In 1924 Phil Stone helped Faulkner publish a book of poetry, The Marble Faun. Two years later, another literary mentor, writer Sherwood Anderson, helped Faulkner publish his first novel, Soldiers' Pay, about a wounded aviator returning home after World War I. Anderson then encouraged Faulkner to start writing about his native Mississippi—a suggestion that inspired Faulkner's greatest literary successes. His first well-known novel, The Sound and the Fury (1929), was set in Yoknapatawpha County, a fictional place very similar to Lafayette County, Mississippi, where Faulkner grew up. The Sound and the Fury centers on the Compson family, a once-wealthy Southern family in decline. Written in an experimental, often stream-of-consciousness style, with a fine ear for Southern speech, the novel wasn't immediately successful, but over time it brought Faulkner great critical praise; in 1998 the Modern Library ranked the novel sixth on its list of 100 best novels of the 20th century.

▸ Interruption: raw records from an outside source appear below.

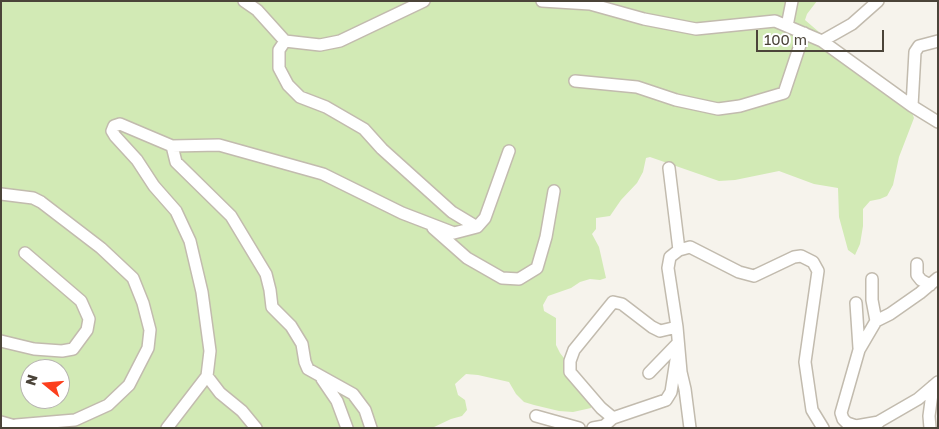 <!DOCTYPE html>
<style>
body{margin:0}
#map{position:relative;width:939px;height:429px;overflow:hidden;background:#f6f3ec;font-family:"Golos Text",sans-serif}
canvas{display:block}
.frame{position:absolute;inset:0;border:2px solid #4b4439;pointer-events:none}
.north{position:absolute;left:20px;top:359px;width:50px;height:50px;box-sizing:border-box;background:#fff;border:1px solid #b7b4b0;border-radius:50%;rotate:287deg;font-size:14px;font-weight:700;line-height:20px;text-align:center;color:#4b4439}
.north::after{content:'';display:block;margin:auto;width:18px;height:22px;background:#fc3f1d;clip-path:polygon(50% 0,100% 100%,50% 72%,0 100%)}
.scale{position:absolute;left:756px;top:30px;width:128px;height:22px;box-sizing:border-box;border:2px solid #4b4439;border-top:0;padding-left:6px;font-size:15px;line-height:18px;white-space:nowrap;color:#4b4439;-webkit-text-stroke:4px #fff;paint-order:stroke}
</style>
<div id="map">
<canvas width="939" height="429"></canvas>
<div class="frame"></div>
<div class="north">N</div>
<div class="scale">100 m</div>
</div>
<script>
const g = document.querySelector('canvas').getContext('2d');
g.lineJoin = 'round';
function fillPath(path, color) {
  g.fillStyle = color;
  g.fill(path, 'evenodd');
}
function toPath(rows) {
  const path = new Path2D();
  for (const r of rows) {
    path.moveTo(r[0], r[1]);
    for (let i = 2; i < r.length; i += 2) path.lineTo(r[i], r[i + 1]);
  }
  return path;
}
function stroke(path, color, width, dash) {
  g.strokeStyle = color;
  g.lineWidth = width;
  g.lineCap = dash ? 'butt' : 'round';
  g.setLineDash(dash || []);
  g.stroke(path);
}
const green = toPath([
 [1,1,817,1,807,14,805,20,826,38,886,80,907,99,914,118,899,157,893,185,887,196,880,199,870,201,863,209,863,226,860,244,855,255,848,250,839,217,838,188,814,184,779,171,735,180,719,181,650,157,646,158,643,172,637,183,621,200,610,216,596,218,596,229,592,234,599,247,606,278,600,280,590,279,580,282,571,288,548,296,543,305,544,311,556,318,556,345,560,353,594,397,591,408,573,412,559,411,534,405,524,402,516,394,509,382,478,375,466,374,455,384,458,395,465,400,467,410,462,416,451,419,432,428,1,428],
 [30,369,60,369,60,399,30,399]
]);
const minor = toPath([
 [244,1,257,10,285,41],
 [542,1,590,4,644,19,696,29,775,21,822,41,912,106,938,122],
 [787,26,792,1],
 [285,41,279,50,279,68,288,85,300,97,326,107,364,129,382,149,452,212,477,227],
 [285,41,320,45,340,41,424,1],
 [822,41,852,24,878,1],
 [575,81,637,87,676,100,718,109,740,106,784,93,804,33],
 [912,106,915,52,919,46,938,41],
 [172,146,176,162,231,216,266,274,270,290,272,307,291,326,302,344,305,362,308,369,353,394,365,410,371,428],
 [669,168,679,250],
 [1,194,33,198,41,202,101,248,133,278,143,303,150,330,148,348,129,385,108,405,75,420,16,425],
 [433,228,467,258,502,278,519,279,537,268,546,237,554,191],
 [917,264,917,275,921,280,930,285],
 [872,279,872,300,876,321,859,350,841,413,843,419,847,423,856,426,879,422],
 [856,303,859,348],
 [876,321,890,314,920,293,938,278],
 [1,341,34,349,62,351,73,349,87,330,89,319,81,301,25,253],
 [649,373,678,343],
 [207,376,220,393,242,411,256,428],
 [322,379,337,401,347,428],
 [536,416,579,428],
 [613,418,601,408,570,372,570,361,574,350,613,302,622,304,652,327,660,331,677,327],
 [1,422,22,428],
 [873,425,918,399,938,382],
 [167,428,207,376,210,351,202,292,190,241,176,211,154,186,137,160,115,136,112,131,114,126,120,124,172,146,219,145,323,174,402,213,454,233,477,227,485,218,509,151],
 [593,428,604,426,613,418,666,400,671,392,676,360],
 [690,428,685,389,681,372,677,327,668,268,670,257,679,250,690,247,739,272,754,276,794,257,801,256,813,262,818,271,805,362,812,410,823,428],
 [930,428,929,416,933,386]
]);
fillPath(green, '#d2eab5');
stroke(minor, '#c2bbae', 14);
stroke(minor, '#fff', 11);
</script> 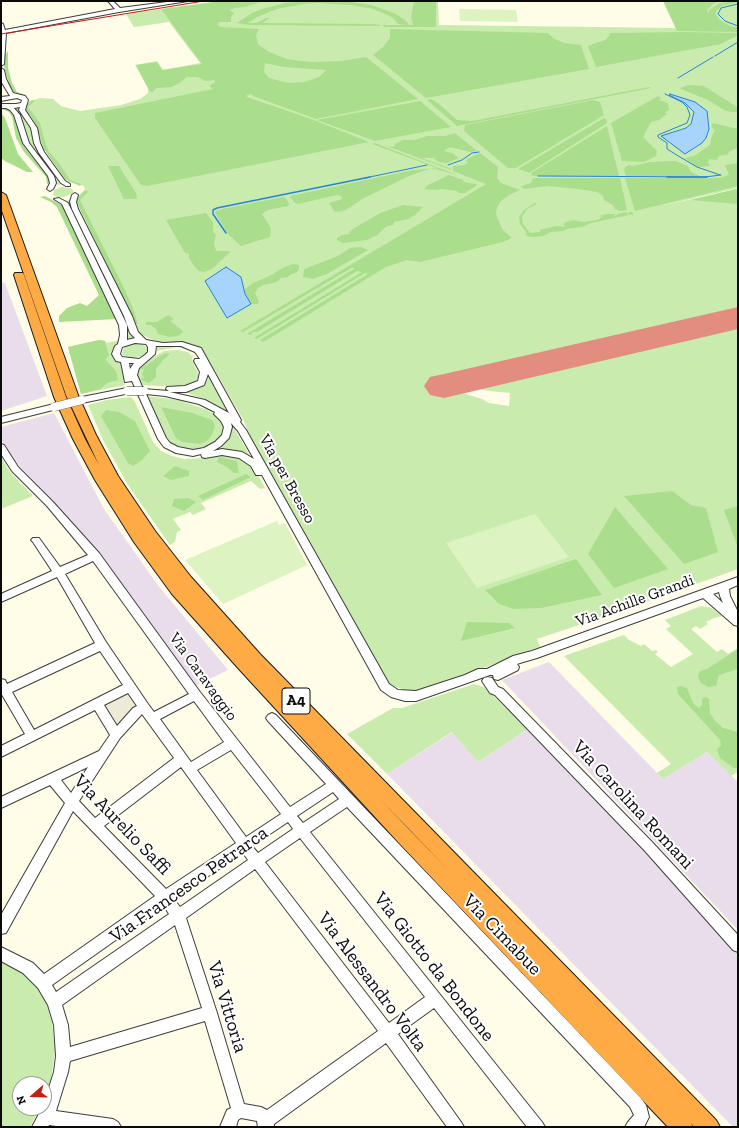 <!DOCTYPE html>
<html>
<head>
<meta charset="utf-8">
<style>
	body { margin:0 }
	#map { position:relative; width:739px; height:1128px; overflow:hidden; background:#fffce7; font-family:"Zilla Slab",serif }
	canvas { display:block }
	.frame { position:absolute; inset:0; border:2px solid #0a0a0a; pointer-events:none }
	.north { position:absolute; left:12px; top:1076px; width:40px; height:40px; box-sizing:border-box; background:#fff; border:1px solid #9d9d9d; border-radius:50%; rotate:250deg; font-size:11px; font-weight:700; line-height:16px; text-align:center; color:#0a0a0a }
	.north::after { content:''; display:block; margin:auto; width:14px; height:18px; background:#c51e17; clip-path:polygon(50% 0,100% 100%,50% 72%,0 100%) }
</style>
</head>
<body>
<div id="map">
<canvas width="739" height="1128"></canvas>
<div class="frame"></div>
<div class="north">N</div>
</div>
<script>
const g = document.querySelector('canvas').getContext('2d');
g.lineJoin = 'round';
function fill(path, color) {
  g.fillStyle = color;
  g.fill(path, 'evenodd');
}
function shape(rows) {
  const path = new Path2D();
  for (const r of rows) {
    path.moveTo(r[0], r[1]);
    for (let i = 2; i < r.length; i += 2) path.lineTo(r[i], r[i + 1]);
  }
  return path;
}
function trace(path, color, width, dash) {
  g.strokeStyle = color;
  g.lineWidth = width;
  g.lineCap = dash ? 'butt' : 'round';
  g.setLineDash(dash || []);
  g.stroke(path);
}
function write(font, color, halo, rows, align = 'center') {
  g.font = font + ' "Zilla Slab",serif';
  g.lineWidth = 4;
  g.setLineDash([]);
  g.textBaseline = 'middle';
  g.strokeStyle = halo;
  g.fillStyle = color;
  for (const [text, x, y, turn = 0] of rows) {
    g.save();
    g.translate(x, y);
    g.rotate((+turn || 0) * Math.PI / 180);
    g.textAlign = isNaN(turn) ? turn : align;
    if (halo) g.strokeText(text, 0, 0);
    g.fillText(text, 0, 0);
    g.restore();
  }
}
const industrial = shape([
	[1,282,5,283,47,396,1,411],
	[54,413,104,509,157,584,228,670,193,687,102,558,50,498,15,461,1,439,1,427],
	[549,662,663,779,707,752,738,782,738,930,502,680],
	[528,729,643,848,738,951,738,1127,733,1127,387,774,453,732,478,762]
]);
const green = shape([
	[220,1,438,1,439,25,676,28,664,1,738,1,738,188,660,206,738,189,738,309,439,378,450,394,459,392,482,399,489,403,509,406,510,393,489,391,475,388,738,327,738,569,632,607,537,639,540,647,421,691,405,690,391,685,379,670,248,432,244,421,204,352,196,346,186,343,158,342,140,334,126,303,77,203,77,198,85,190,84,186,69,182,65,179,44,149,36,125,32,118,25,109,25,106,30,101,41,98,53,99,61,106,80,111,121,105,140,99,148,93,148,88,135,65,157,61,163,70,200,63,169,22,134,27,126,14],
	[18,107,31,127,35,146,62,184,57,185,52,173,28,143,20,116,16,110,13,108],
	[62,187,71,188,73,190,73,193,64,197,57,197,53,195,54,190],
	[70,199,70,205,124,314,134,338,128,339,128,329,119,308,65,201],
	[99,340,105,341,106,343,121,340,112,353,115,359,121,363,124,368,125,380,123,380,125,385,81,394,68,347],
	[140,343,148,348,145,355,133,358,123,355,122,353,124,348,131,344],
	[157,346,183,346,195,350,198,352,204,360,231,413,210,401,184,392,195,389,207,380,207,369,197,353,192,350,177,347,157,351],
	[178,350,188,352,193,357,192,359,199,376,195,382,190,385,178,387,141,385,135,372,143,363,164,351],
	[128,364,136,364,132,369,171,450,210,451,231,428,232,425,252,459,211,452,196,455,181,455,163,447,158,441,129,377],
	[147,396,178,400,205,409,215,414,221,420,224,426,224,433,215,444,199,450,185,450,168,443],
	[131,397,135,402,153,442,161,451,172,456,184,459,201,458,215,455,233,455,247,461,258,475,265,488,260,489,251,481,201,503,206,509,204,510,193,515,190,512,173,519,181,530,177,532,175,542,170,545,128,485,103,440,88,405,107,400],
	[1,457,10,472,33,496,1,509],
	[701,606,712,608,722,616,714,618,706,622,708,624,700,629,696,626,691,629,717,652,722,649,728,654,738,648,738,772,731,776,707,752,663,779,657,773,671,764,564,656,624,635,629,640,641,646,644,644,652,651,656,650,658,652,655,654,671,667,693,654,666,629,671,626,665,620],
	[474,684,484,687,528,729,478,762,452,732,387,774,347,734,393,708,402,708],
	[1,961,26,975,40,991,46,1002,52,1022,55,1050,51,1080,44,1099,44,1084,20,1084,20,1108,40,1108,30,1127,1,1127]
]);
const forest = shape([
	[222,1,264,1,245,7,235,8,229,10,234,13,231,17,231,22,219,22,218,25,220,27,259,29,256,35,258,44,269,52,287,59,310,62,341,61,366,57,418,99,316,119,253,96,252,94,247,95,247,97,314,120,369,142,147,186,141,185,95,118,95,113,213,89,209,86,215,82,215,80,205,81,198,77,187,77,181,82,172,87,157,88,152,92,150,92,136,65,157,62,162,70,202,64,161,9],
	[265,63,284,67,326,70,319,77,304,82,288,83,269,78,264,72],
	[304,1,343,1,372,5,396,14,405,20,409,25,413,25,411,17,414,1,436,1,436,27,384,27,383,25,406,25,398,24,394,19,388,15,373,9,351,5,318,3,304,4,277,9,257,17,248,23,257,23,266,18,270,18,262,23,373,24,381,25,380,26,249,25,237,23,252,13,262,9,285,3],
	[663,1,719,1,713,4,707,10,709,13,709,10,720,3,738,1,736,3,722,6,716,11,716,15,721,21,730,26,738,28,738,32,677,31],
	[390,29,548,33,553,38,564,43,581,45,589,69,426,98,373,55,383,47,390,38],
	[684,32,738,33,738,35,721,44,596,67,588,46,605,40,609,36,610,33],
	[8,51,8,68,12,83,17,92,30,96,14,92,9,84,4,66,4,56],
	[689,85,704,86,737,107,738,112,732,112,726,111,708,100,681,89,680,88],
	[649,87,651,88,457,126,427,100,431,99,439,104,457,120,472,121],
	[658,96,661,98,659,100,668,103,669,110,665,112,667,114,659,120,651,122,643,137,657,151,656,156,644,162,622,161,611,123],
	[32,100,35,101,28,107,40,123,46,145,49,152,59,163,70,180,81,184,80,186,65,179,44,149,36,125,32,118,25,109,25,106],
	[594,100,600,102,604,115,516,168,508,168,464,131,465,125],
	[420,101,451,127,375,141,317,120],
	[1,108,9,109,14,113,25,147,49,177,51,183,47,184,46,177,24,152,16,138,12,117,9,112,1,109],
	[1,113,5,118,18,154,33,172,27,172,5,161,1,158],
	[604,118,606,119,607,123,529,173,518,169],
	[713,123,738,129,738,148,730,151,727,155,719,156,717,160,709,159,708,163,710,166,697,167,685,158,694,156,710,145,712,135,715,131,711,126],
	[607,126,619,176,532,176,531,173],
	[455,133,477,151,470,152,450,147,444,151,452,153,459,158,447,163,438,162,434,158,422,158,452,169,451,170,387,146,394,147,395,144,403,140,414,140,427,136,446,136],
	[375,143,460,176,433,168,423,171,409,176,362,199,346,210,338,212,334,211,329,203,342,199,341,196,337,195,298,204,295,203,291,198,290,196,413,170,437,168,372,144],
	[480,153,498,167,497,178,501,183,520,190,509,195,501,201,497,207,496,214,502,229,512,238,503,242,420,262,407,260,386,267,270,338,263,342,260,340,368,274,365,273,257,339,254,338,362,272,357,271,257,332,253,332,251,335,247,334,354,269,353,267,243,332,240,331,486,184,453,171,453,166,464,165,468,163,466,160,469,158],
	[676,161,688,166,691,172,700,176,626,176,624,170,625,167,629,165,633,166,650,162],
	[738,163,738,186,635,211,625,178,719,178,729,175,725,165],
	[108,166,119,166,136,193,137,199,124,199],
	[449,175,463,180,464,182,476,184,476,186,465,193,459,193,457,191,442,189,436,190,424,189,428,185],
	[533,178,620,178,627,210,620,211,615,209,613,205,604,200,603,196,597,192,578,189,548,186,524,189,521,186,531,183],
	[736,189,738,191,738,204,691,200],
	[85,190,88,192,80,200,124,288,132,306,138,324,136,324,77,203,77,198],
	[45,196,62,205,117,319,59,322,59,316,67,308,80,303,87,306,99,295,57,207,51,202,40,197],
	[283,197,286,198,289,204,288,206,268,210,262,214,271,228,270,237,241,246,228,234,215,213,216,211,222,209],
	[535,203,537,204,527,209,522,217,523,224,530,233,540,232,540,230,556,226,566,227,563,224,566,222,574,220,584,222,597,220,603,217,598,216,608,214,615,214,614,217,616,215,618,215,617,214,626,212,628,214,623,215,629,214,628,212,632,212,634,214,591,223,582,227,567,229,563,231,551,232,543,236,535,237,527,236,525,234,527,233,520,224,519,217,524,210],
	[403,205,423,207,415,215,408,219,394,222,393,225,387,226,377,235,367,240,343,243,337,240,337,238,342,235,350,234,349,232,353,229,380,213],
	[206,213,213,222,213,232,216,235,214,243,216,251,229,251,230,252,212,269,204,272,199,271,195,267,189,258,189,254,185,253,166,220],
	[361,247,368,250,327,274,313,279,303,277,304,269,338,256,350,248],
	[293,264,299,265,299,269,297,272,290,275,288,277,281,278,277,282,263,285,258,288,255,293,259,302,257,304,251,304,245,294,244,290,253,283,272,275,282,268],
	[168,315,174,319,170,321,183,331,183,332,178,336,170,337,158,334,156,329,151,325,146,325,146,322,157,322],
	[99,340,105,341,109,356,105,359,116,371,118,380,107,383,100,389,81,394,68,347],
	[166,353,170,354,163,360,156,369,156,377,149,383,139,379,144,378,142,374,144,369,140,369,142,367,147,365,158,357],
	[161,407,192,413,212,420,215,426,212,435,208,440,200,444,182,442,176,438],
	[106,410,119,412,135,421,150,451,142,460,133,466,128,463,101,416],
	[219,457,237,461,239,473,234,473,227,467,217,462],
	[175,466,189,471,189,476,171,480,163,476],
	[246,474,251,477,203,500,198,496],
	[672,491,691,505,706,508,718,552,684,564,624,496],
	[188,498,196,502,184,511,172,506,174,499],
	[738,506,738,545,737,545,724,510],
	[615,507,668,569,614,588,588,554],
	[576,559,602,595,541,608,514,609,499,604,485,590],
	[467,622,509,623,515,628,461,641],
	[738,649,738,669,719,675,716,686,708,687,701,683,698,677,700,671,707,669],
	[681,686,687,688,693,703,699,708,702,705,702,699,705,697,709,699,710,713,715,721,723,728,738,732,738,768,734,768,720,758,717,749,721,745,720,740,678,694,677,687]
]);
const pitch = shape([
	[459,9,516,10,518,22,460,21],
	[535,514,569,557,477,588,446,543],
	[277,521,279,525,285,523,307,565,223,604,185,560]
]);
const plaza = shape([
	[128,689,138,704,117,730,100,704]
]);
const water = shape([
	[670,94,695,102,707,111,709,129,706,138,702,143,685,154,661,136,686,128,691,124,694,112,685,103,669,95,670,94],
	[226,267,241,277,245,294,251,304,227,318,205,281,226,267]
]);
const streamFar1 = shape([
	[738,4,721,8,718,14,725,21,738,26],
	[715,56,738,42],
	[678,78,713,57],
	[665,94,682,102,687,107,690,115,687,123,658,135,658,137,667,143,667,149,680,157,697,167,720,175],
	[448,165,462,160,472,153,479,152],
	[538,176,705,177,721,175],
	[365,178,427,165]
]);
const stream = shape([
	[667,177,707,177],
	[226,233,213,214,213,210,217,208,370,177]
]);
const runway = shape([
	[738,307,738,329,444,398,430,395,424,386,430,377,444,374,738,307]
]);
const minor = shape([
	[108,1,113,1,120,8,175,1,188,1,119,12,6,33,4,64,1,66,1,23,3,24,5,30,115,9,108,1],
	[1,68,4,70,6,79,13,93,25,96,28,100,25,110,37,128,40,143,44,152,65,181,70,184,70,186,66,186,61,183,39,153,34,143,31,128,19,110,20,107,14,108,20,115,29,143,54,176,56,183,53,189,50,191,47,189,50,183,48,176,23,143,14,115,10,110,6,108,1,108,1,104,16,104,21,103,22,100,17,98,1,101,1,97,10,96,1,81,1,68],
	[75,193,78,195,76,202,78,209,132,316,138,332,146,340,163,343,182,342,201,348,241,420,240,422,246,430,389,684,398,690,416,691,465,675,478,669,487,669,513,656,532,651,738,577,738,585,729,589,730,596,738,612,738,626,734,625,703,598,537,658,520,663,517,664,519,667,518,670,498,680,494,679,493,675,490,675,416,701,405,701,391,697,381,690,262,475,256,475,251,466,239,458,222,455,205,458,202,457,201,454,193,456,176,453,164,447,158,439,132,381,125,382,121,362,116,361,112,354,115,346,118,344,120,335,119,325,62,204,54,199,59,198,68,203,127,325,127,340,135,338,130,333,124,316,72,209,70,202,72,195,75,193],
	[135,343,146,344,148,347,148,352,145,355,139,359,122,357,120,354,122,347,135,343],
	[156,346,181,346,195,352,200,359,195,359,194,361,200,372,198,381,185,386,167,387,166,389,169,391,143,389,137,375,139,368,155,354,156,346],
	[129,363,134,363,130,369,129,363],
	[208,374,229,413,205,400,170,392,186,392,204,385,208,374],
	[146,394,165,396,199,404,215,412,214,414,221,421,224,427,222,435,215,442,204,448,193,450,178,447,170,443,166,438,146,394],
	[231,423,238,431,254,459,242,452,222,449,213,451,221,446,229,438,232,427,231,423],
	[719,592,720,596,723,603,713,594,719,592],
	[127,388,130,389,131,391,130,393,82,403,78,400,82,397,127,388],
	[54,404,57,405,58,407,57,409,1,423,1,417,54,404],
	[1,444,4,445,18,467,53,502,99,553,200,692,290,807,326,784,268,721,266,718,268,715,272,713,276,715,640,1097,646,1105,649,1117,644,1127,625,1127,628,1122,634,1115,630,1107,347,807,310,832,542,1122,545,1127,527,1127,434,1008,398,1034,461,1122,464,1127,447,1127,386,1043,274,1124,274,1127,258,1127,257,1121,241,1118,238,1120,236,1127,220,1127,227,1110,231,1108,205,1021,70,1061,68,1072,56,1111,113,1119,118,1122,121,1127,63,1127,49,1125,48,1127,32,1127,42,1108,44,1108,44,1103,54,1072,56,1056,54,1025,48,1005,38,988,23,973,1,961,1,947,33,963,44,974,155,896,73,811,6,933,1,934,1,915,65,803,50,785,1,808,1,797,99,751,110,735,95,710,1,757,1,746,25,734,1,693,1,679,5,680,7,684,95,643,57,577,1,602,1,594,52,571,33,542,31,540,33,538,39,538,60,567,88,555,47,506,12,471,1,454,1,444],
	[93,561,189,694,154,712,148,704,106,642,65,574,93,561],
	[100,651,123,685,34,730,12,692,100,651],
	[128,693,137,706,133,708,117,726,104,705,128,693],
	[194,701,224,742,191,762,160,719,194,701],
	[142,714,174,758,95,818,79,801,120,738,142,714],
	[231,750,281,814,246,837,197,770,231,750],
	[88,767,71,793,61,780,88,767],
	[181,767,236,843,166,889,104,826,181,767],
	[333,792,339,799,303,823,297,816,333,792],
	[288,822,293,829,258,853,252,846,288,822],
	[300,838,425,997,389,1023,265,862,300,838],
	[243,853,248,860,180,907,174,899,243,853],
	[255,869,378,1031,267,1110,261,1107,244,1104,217,1013,186,918,255,869],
	[164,906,169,914,56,992,52,985,164,906],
	[175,925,202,1008,70,1047,68,1025,62,1005,175,925],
	[488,677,492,678,498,687,503,689,653,843,738,935,738,952,733,950,645,851,495,695,490,693,482,681,484,678,488,677]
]);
const highway = shape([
	[1,192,6,195,78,395,96,435,118,476,155,531,191,577,260,654,716,1120,720,1127,694,1127,691,1123,693,1127,668,1127,399,843,239,669,172,594,134,542,95,480,73,439,54,397,14,275,15,273,23,273,24,275,66,397,85,439,99,465,66,395,1,208,1,192],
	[375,794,451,873,411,831,375,794]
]);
const tram = shape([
	[1,34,204,1]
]);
const minorBridge = shape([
	[127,391,144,391],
	[54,407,82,400]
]);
const shields = [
	[296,701,28]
];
const shieldNames = [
	["A4",296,701]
];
const streetNames = [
	["Via per Bresso",287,479,61],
	["Via Achille Grandi",635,601,-20],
	["Via Caravaggio",203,677,54]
];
const nearStreetnames = [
	["Via Carolina Romani",633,805,47],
	["Via Aurelio Saffi",122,825,46],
	["Via Francesco Petrarca",189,885,-35],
	["Via Cimabue",502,935,46],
	["Via Giotto da Bondone",434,967,52],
	["Via Alessandro Volta",372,982,53],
	["Via Vittoria",227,1007,73]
];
fill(industrial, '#eaddeb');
fill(green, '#c9ecae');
fill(forest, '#aade8c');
fill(pitch, '#ddf3c1');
fill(plaza, '#eeead7');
fill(water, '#a7d4fc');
trace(water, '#2782d9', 1);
trace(streamFar1, '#2782d9', 1);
trace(stream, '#2782d9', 1.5);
fill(runway, '#e28d7f');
trace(minor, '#3d3d3d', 2);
trace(highway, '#1b1b1b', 2);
fill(minor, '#fff');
fill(highway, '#ffab45');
trace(tram, '#c51e17', 1);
trace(minorBridge, '#3d3d3d', 9, []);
trace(minorBridge, '#fff', 8);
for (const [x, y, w] of shields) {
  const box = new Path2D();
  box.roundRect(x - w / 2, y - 13, w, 26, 3);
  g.fillStyle = '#fff';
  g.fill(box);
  trace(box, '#0a0a0a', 1);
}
write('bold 15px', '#0a0a0a', null, shieldNames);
write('16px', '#0a0a0a', '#fff', streetNames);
write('19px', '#0a0a0a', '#fff', nearStreetnames);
</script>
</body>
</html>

In 1929—the year of the stock market crash and the beginning of the Great Depression—Faulkner reunited with Estelle, who was now divorced with two children. Faulkner and Estelle quickly married, and Faulkner took a job at the Oxford power company to support his new family. The couple would go on to have a daughter, Alabama, who died only a few days after she was born.

Faulkner wrote As I Lay Dying during the early days of his marriage. He claimed he wrote it in six weeks, between midnight and 4 a.m., without revising a word; though he may have been exaggerating a bit, the resulting novel eventually was recognized as every bit the "tour de force" he proclaimed it. Like The Sound and the Fury before it, As I Lay Dying is set in Yoknapatawpha County. It focuses on the Bundrens, a poor rural family grieving the loss of their matriarch, Addie, and journeying to bury her in her hometown of Jefferson, Mississippi.

Between 1932 and 1935, Faulkner was a screenwriter for a number of different film houses; his work included screen adaptations of novels by Ernest Hemingway and Raymond Chandler. At the same time, he published several more novels, including Absalom! Absalom! (1936), a family saga set before, during, and after the Civil War. Eventually, critics caught up to Faulkner's prodigious talent, and he began to amass literary prizes. In 1949, he was awarded the Nobel Prize in Literature, and he also won the Pulitzer Prize for Fiction twice: in 1955 for his World War II novel A Fable (1954) and (posthumously) in 1963 for his last novel, The Reivers (1962), a coming-of-age novel about a boy from Yoknapatawpha County.

Faulkner was an alcoholic for much of his life and was hospitalized periodically for the disease. An avid horseback rider, he fell several times while riding in his later years, sustaining injuries that left him physically weaker. A final fall resulted in a heart attack, from which he died on July 6, 1962.